Todos somos frágiles, todos sufrimos, nos venimos abajo, vivimos momentos en los que nos sentimos superados por cualquier circunstancia. Y todos tenemos la necesidad de anclarnos a la vida de alguna forma. Con un trabajo. Con un amor. O buscando un significado a las letras que ordenadas de una manera, y no de otra porque si no formarían palabras distintas, dan lugar a nuestro nombre.

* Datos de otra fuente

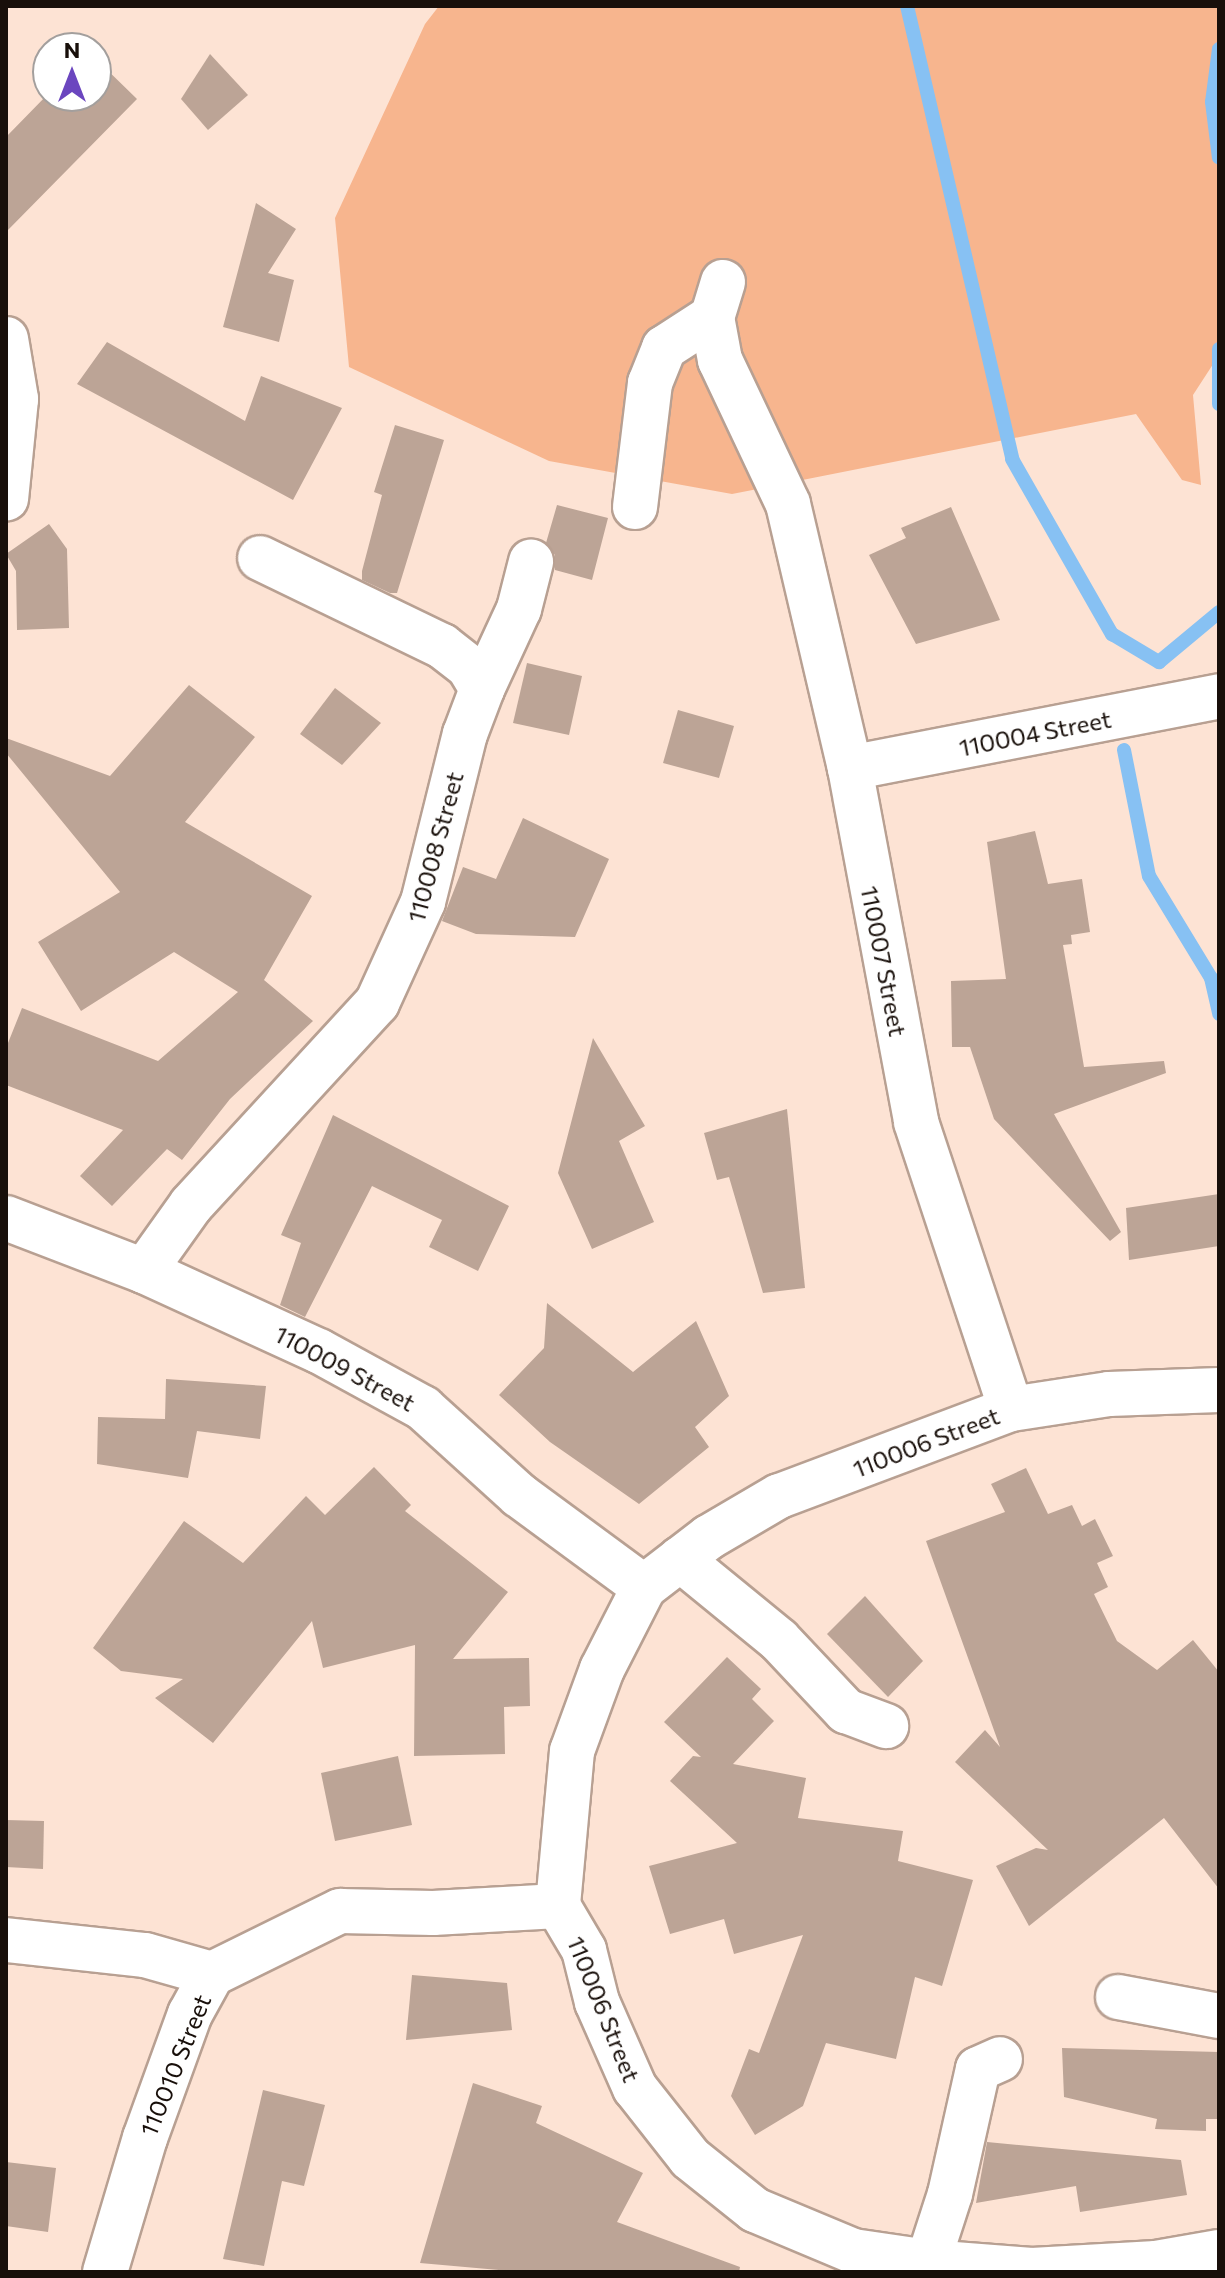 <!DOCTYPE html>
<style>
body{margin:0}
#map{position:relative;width:1225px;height:2278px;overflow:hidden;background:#fde3d4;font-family:Commissioner,sans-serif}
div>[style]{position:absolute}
.green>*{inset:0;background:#f7b58e}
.stream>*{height:14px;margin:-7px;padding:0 7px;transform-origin:7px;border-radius:7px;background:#87c1f3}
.building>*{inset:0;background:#bca496}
.roads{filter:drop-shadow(2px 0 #b8a092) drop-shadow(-2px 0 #b8a092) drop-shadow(0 2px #b8a092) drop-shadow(0 -2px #b8a092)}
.minor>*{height:44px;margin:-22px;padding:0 22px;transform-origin:22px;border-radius:22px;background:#fff}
span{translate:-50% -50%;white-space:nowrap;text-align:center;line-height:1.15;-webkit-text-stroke:6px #fff;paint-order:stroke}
.street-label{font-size:24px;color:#180f0a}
.frame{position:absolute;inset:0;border:8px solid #180f0a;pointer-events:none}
.north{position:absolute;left:32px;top:32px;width:80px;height:80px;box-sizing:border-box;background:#fff;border:2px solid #a39f9d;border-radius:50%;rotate:0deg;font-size:22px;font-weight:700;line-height:32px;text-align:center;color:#180f0a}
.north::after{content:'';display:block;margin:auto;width:28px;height:36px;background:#6b46bf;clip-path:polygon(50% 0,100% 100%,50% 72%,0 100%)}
</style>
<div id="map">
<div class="green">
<i style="clip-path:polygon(439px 6px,1219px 6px,1219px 355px,1193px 395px,1201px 485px,1182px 480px,1136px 414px,732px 494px,549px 461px,349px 367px,335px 218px,425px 24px)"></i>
</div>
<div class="stream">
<i style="left:907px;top:6px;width:465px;rotate:76.9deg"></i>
<i style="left:1012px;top:459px;width:202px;rotate:60.3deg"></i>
<i style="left:1112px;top:634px;width:55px;rotate:30.8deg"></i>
<i style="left:1159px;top:662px;width:78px;rotate:-39.8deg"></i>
<i style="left:1219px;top:49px;width:53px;rotate:97.5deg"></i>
<i style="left:1212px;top:102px;width:56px;rotate:82.9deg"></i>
<i style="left:1219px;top:349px;width:55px;rotate:90deg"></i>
<i style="left:1124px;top:750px;width:128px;rotate:78.8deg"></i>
<i style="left:1149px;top:876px;width:119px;rotate:58.7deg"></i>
<i style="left:1211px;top:978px;width:37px;rotate:77deg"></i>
</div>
<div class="building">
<i style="clip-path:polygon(210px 54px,248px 95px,208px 130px,181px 99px)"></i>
<i style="clip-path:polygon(96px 59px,137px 99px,6px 232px,6px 137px,48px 94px,96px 96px)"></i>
<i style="clip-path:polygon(256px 203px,296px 229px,268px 273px,294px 280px,279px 342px,223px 327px)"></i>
<i style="clip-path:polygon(107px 342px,245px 421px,261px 376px,342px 408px,293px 500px,77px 384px)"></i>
<i style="clip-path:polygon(395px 425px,444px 440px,397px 593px,390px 593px,362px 580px,362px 571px,382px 495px,374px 492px)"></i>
<i style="clip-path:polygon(557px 505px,608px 518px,592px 580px,555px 570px,555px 555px,546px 543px)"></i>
<i style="clip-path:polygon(951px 507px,1000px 620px,916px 644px,869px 555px,906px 538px,901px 528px)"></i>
<i style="clip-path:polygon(49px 524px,67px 549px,69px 628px,17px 630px,16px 571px,6px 554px)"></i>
<i style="clip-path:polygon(527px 663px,582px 676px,569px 735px,513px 723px)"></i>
<i style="clip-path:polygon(189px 685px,255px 737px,185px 822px,312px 896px,264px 980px,313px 1021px,230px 1099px,182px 1160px,167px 1149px,112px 1206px,80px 1176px,123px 1130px,6px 1085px,6px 1048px,22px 1008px,158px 1061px,238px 992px,174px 952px,81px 1011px,38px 942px,120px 892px,6px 753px,6px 738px,110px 776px)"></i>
<i style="clip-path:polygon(335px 688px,381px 723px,342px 765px,300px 734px)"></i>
<i style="clip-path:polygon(678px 710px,734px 726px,719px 778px,663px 763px)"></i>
<i style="clip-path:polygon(523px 818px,609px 859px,575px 937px,476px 934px,442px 921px,463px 867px,496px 879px)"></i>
<i style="clip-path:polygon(1035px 831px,1048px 884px,1082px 879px,1090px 932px,1071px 935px,1072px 944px,1063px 945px,1084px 1067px,1164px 1061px,1166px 1073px,1054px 1114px,1121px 1232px,1110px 1241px,994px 1119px,970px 1047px,952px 1047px,951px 981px,1006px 979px,987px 842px)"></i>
<i style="clip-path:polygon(593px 1038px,645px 1126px,619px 1141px,654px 1222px,592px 1249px,558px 1173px)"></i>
<i style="clip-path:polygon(787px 1109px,805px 1288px,763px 1293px,729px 1177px,717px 1180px,704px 1133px)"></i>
<i style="clip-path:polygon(333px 1115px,509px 1206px,478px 1271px,429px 1247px,442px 1220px,372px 1186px,305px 1317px,280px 1305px,301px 1243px,281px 1235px)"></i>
<i style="clip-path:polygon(1219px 1194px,1219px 1246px,1129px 1260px,1126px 1208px)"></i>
<i style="clip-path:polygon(547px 1303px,633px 1372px,696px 1321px,729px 1396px,695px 1427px,709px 1447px,639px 1504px,550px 1442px,499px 1395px,544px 1348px)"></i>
<i style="clip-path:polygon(166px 1379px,266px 1386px,260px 1439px,197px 1431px,188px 1478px,97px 1464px,98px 1417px,165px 1419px)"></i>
<i style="clip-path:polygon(374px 1467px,411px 1505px,405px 1511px,508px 1592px,453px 1659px,529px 1658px,530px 1706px,504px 1707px,505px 1754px,414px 1756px,415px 1645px,323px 1668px,312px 1621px,213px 1743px,155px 1698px,183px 1679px,121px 1671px,93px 1648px,184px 1521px,243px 1563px,306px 1496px,325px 1515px)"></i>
<i style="clip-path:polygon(1026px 1468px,1048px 1514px,1072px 1505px,1082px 1526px,1095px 1519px,1113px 1556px,1097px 1563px,1108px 1587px,1094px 1594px,1117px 1641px,1157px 1670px,1193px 1640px,1219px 1672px,1219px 1889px,1164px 1818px,1029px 1926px,996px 1866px,1036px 1848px,1048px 1850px,955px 1762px,985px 1730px,1000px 1747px,926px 1541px,1005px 1512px,991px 1484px)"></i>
<i style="clip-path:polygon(865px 1596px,923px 1661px,888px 1697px,827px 1634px)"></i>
<i style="clip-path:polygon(727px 1657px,761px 1689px,752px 1699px,774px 1721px,733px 1764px,806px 1778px,798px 1818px,903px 1831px,898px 1861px,973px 1880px,942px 1986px,915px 1977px,896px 2059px,826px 2043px,803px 2106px,755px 2135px,731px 2096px,749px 2049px,759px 2053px,803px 1935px,734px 1954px,724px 1919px,670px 1934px,649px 1866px,737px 1843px,670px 1781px,693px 1756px,701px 1757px,664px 1722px)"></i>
<i style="clip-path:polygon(398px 1756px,412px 1825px,335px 1841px,321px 1773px)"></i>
<i style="clip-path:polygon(6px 1820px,44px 1821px,43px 1869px,6px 1867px)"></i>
<i style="clip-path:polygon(412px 1975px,507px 1983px,512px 2030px,406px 2040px)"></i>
<i style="clip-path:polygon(1062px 2048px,1219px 2052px,1219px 2119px,1206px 2119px,1206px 2131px,1155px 2129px,1157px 2119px,1064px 2097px)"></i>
<i style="clip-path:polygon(473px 2083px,542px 2106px,536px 2123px,643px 2173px,617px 2222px,740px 2267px,739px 2272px,521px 2272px,420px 2263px)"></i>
<i style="clip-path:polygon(263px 2090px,325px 2105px,304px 2186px,282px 2181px,264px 2266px,223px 2259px)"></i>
<i style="clip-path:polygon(987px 2142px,1181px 2160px,1187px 2195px,1080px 2212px,1076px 2186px,976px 2203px)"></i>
<i style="clip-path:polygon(6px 2162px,56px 2168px,48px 2232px,6px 2226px)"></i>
</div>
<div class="roads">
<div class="minor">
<i style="left:723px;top:282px;width:37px;rotate:107deg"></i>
<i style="left:712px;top:317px;width:44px;rotate:79.5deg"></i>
<i style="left:720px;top:360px;width:159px;rotate:64.7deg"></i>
<i style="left:788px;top:504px;width:271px;rotate:76.8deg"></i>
<i style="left:850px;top:768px;width:360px;rotate:79.4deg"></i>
<i style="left:916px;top:1122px;width:302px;rotate:71.7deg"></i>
<i style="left:6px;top:339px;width:61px;rotate:80.5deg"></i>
<i style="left:16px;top:399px;width:100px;rotate:95.7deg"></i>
<i style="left:635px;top:507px;width:125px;rotate:-83.1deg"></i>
<i style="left:650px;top:383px;width:38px;rotate:-68deg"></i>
<i style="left:664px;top:348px;width:57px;rotate:-32.9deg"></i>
<i style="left:482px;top:689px;width:88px;rotate:-65.2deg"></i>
<i style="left:519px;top:609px;width:49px;rotate:-75.7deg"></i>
<i style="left:850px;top:768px;width:376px;rotate:-11deg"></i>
<i style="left:6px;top:1218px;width:148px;rotate:21deg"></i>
<i style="left:144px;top:1271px;width:192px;rotate:24.6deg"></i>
<i style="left:319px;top:1351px;width:119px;rotate:28.7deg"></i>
<i style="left:423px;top:1408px;width:130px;rotate:42.2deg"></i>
<i style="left:519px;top:1495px;width:155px;rotate:36.4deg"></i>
<i style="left:144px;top:1271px;width:81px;rotate:-54.5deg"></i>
<i style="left:191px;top:1205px;width:275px;rotate:-47.4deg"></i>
<i style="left:377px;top:1003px;width:111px;rotate:-65.5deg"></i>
<i style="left:423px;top:902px;width:173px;rotate:-76deg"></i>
<i style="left:465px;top:734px;width:48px;rotate:-69.3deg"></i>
<i style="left:482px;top:689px;width:26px;rotate:-121deg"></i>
<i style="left:469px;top:667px;width:34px;rotate:-142deg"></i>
<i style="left:442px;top:646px;width:202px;rotate:-154.2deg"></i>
<i style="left:1219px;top:1390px;width:110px;rotate:177.9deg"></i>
<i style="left:1109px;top:1394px;width:99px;rotate:171.3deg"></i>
<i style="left:1011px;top:1409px;width:248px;rotate:159.4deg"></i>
<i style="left:779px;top:1496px;width:81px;rotate:149.6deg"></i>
<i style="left:709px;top:1537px;width:82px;rotate:142.4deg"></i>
<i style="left:644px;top:1587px;width:92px;rotate:117.1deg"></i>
<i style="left:602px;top:1669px;width:87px;rotate:110.1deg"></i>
<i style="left:572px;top:1751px;width:156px;rotate:95.2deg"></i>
<i style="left:558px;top:1906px;width:51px;rotate:59.4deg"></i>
<i style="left:584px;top:1950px;width:54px;rotate:76deg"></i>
<i style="left:597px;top:2002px;width:94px;rotate:66.2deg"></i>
<i style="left:635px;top:2088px;width:89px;rotate:51.8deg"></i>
<i style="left:690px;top:2158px;width:83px;rotate:38.7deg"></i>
<i style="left:755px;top:2210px;width:106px;rotate:22.7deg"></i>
<i style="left:853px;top:2251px;width:76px;rotate:8.3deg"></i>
<i style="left:928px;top:2262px;width:104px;rotate:4.4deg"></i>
<i style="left:1032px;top:2270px;width:124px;rotate:-3.2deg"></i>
<i style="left:1156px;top:2263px;width:64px;rotate:-9.9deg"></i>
<i style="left:680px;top:1559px;width:128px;rotate:39.3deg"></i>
<i style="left:779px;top:1640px;width:98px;rotate:46.7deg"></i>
<i style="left:846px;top:1711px;width:43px;rotate:20.6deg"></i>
<i style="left:6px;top:1940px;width:140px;rotate:6.2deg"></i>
<i style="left:145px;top:1955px;width:70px;rotate:15.8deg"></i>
<i style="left:1118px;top:1997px;width:103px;rotate:10.7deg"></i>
<i style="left:928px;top:2262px;width:71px;rotate:-72.1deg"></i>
<i style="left:950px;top:2194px;width:128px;rotate:-77.4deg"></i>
<i style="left:978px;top:2069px;width:24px;rotate:-24deg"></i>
<i style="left:105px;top:2272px;width:140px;rotate:-73.4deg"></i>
<i style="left:145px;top:2138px;width:132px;rotate:-70.1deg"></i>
<i style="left:190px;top:2014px;width:46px;rotate:-61.2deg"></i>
<i style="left:212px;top:1974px;width:143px;rotate:-26.2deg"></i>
<i style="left:340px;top:1911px;width:93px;rotate:1.2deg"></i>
<i style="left:433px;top:1913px;width:125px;rotate:-3.2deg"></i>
</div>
</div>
<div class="street-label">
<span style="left:1035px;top:733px;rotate:-11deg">110004 Street</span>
<span style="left:435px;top:847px;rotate:-75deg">110008 Street</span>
<span style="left:884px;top:961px;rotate:79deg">110007 Street</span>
<span style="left:345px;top:1368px;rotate:28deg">110009 Street</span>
<span style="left:926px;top:1442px;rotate:-21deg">110006 Street</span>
<span style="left:604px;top:2009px;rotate:68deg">110006 Street</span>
<span style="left:175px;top:2065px;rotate:-68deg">110010 Street</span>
</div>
<div class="frame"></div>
<div class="north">N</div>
</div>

Porque el nombre es una cosa, pero la identidad es otra completamente distinta. Va mucho más allá de, eso mismo, unas letras colocadas en un orden determinado porque quienes nos han traído a la vida, sin preguntarnos si queremos vivir sabiendo que un día llegará el eterno fundido a negro, así lo han decidido.

Y tal vez, si supiéramos que somos eternos, o estuviésemos seguros porque hubiese pruebas de ello, de que una vez muertos resucitaremos o viviremos más allá de la muerte, a lo mejor no surgirían estos problemas. O quizás sí, porque visto de cierta forma, si el hecho de que tengamos fecha de muerte aboca, como en el caso de Ángeles Mora, a buscar la identidad durante la vida, ¿qué ocurriría si, en cierta manera, estuviésemos condenados a vivir para siempre? Ya ven, toda cuestión es susceptible de ser respondida con soluciones opuestas. Y desde los extremos al centro hay toda una gama de posibilidades entre las que escoger.

En fin, que cada cual reflexione sobre esta cuestión, sobre si la búsqueda de la propia identidad durante toda la vida, e intentar plasmarlo en cada libro, supone un valor o un defecto de la poesía (en mi opinión no es un hándicap). Ciertamente, considero como poeta, como escritor, que con una misma mirada o distinta según la vida que se lleve, buscarse a uno mismo todos los días de la vida es, por lo menos, irremediable. Y la calidad poética consecuencia de andar sobre la cuerda floja dependerá de la maña del equilibrista y de las piruetas que sea capaz de inventar y compartir.